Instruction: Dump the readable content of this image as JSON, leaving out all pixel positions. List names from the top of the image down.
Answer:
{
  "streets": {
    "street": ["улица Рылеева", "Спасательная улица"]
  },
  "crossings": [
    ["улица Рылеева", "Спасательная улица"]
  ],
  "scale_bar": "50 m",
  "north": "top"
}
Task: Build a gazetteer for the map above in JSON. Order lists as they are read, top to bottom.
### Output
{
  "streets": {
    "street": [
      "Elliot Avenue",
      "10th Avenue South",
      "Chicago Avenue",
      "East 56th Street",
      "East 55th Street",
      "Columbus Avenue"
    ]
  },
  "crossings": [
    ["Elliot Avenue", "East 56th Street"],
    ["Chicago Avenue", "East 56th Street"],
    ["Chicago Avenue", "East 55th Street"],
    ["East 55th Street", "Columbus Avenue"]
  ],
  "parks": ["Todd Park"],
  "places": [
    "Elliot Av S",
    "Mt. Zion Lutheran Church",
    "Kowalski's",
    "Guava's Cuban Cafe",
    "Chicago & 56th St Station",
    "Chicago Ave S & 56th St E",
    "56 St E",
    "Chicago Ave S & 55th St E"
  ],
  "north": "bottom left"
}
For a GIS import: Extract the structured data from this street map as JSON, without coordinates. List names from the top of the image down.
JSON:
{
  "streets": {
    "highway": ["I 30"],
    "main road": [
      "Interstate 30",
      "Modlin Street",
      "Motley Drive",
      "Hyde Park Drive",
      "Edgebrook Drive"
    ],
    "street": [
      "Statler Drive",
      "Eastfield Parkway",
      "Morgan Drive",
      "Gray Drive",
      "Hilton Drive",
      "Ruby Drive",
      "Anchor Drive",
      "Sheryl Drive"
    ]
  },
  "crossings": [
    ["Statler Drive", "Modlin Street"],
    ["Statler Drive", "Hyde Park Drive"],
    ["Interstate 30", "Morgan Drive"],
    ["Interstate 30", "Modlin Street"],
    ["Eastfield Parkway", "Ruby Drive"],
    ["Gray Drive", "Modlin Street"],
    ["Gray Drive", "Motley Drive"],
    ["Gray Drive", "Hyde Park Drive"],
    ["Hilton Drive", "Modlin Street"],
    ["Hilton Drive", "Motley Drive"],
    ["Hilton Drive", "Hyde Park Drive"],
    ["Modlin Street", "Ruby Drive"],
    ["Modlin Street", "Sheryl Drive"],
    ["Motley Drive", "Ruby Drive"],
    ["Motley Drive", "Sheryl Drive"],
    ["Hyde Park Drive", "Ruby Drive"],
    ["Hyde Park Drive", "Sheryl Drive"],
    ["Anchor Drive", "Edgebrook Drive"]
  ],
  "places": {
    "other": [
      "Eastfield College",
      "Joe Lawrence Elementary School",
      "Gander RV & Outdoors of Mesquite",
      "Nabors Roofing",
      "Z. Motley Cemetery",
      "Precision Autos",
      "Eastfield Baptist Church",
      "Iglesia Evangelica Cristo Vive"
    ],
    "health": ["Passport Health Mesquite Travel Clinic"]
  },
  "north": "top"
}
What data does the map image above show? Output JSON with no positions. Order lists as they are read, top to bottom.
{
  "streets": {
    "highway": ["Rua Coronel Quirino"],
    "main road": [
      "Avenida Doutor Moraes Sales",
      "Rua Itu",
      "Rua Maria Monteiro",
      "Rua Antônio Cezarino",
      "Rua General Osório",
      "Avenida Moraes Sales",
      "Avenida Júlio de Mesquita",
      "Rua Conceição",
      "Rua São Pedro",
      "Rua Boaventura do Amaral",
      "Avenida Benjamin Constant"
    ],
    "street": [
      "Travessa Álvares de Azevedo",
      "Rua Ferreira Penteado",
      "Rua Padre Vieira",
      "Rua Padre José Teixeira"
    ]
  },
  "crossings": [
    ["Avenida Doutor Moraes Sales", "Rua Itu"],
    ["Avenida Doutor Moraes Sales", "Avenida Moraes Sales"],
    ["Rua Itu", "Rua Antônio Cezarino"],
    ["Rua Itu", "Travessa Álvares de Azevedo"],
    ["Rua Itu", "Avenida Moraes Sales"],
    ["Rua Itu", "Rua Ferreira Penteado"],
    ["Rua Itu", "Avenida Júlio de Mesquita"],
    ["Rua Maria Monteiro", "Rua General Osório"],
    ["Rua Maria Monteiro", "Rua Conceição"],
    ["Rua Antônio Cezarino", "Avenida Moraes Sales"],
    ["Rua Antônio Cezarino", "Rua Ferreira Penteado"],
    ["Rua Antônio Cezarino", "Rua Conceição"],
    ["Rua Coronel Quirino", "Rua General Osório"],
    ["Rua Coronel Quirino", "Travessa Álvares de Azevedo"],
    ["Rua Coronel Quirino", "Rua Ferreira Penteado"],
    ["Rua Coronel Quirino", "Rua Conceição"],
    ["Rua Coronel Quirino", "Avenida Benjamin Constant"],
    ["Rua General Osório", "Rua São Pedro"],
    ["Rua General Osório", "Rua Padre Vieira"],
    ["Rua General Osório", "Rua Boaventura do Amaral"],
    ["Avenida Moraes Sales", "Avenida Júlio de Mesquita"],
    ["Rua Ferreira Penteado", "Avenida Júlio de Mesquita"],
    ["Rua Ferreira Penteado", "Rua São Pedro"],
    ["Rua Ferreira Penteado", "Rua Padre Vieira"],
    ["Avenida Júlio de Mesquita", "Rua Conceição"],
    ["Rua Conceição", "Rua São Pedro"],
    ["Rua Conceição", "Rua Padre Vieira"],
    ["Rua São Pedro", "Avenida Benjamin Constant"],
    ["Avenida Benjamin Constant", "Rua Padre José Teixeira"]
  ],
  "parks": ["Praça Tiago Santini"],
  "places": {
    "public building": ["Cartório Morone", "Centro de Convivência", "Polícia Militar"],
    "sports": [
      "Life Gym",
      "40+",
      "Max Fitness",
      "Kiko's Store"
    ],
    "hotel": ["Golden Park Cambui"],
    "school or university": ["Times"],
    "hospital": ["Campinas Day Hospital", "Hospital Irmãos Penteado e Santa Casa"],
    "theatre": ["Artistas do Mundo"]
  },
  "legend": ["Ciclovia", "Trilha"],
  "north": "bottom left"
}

* THE TASK *
Reproduce each line of the material that mentions "Elliot".

* RESULT OF THE TASK *
      "Elliot Avenue",
    ["Elliot Avenue", "East 56th Street"],
    "Elliot Av S",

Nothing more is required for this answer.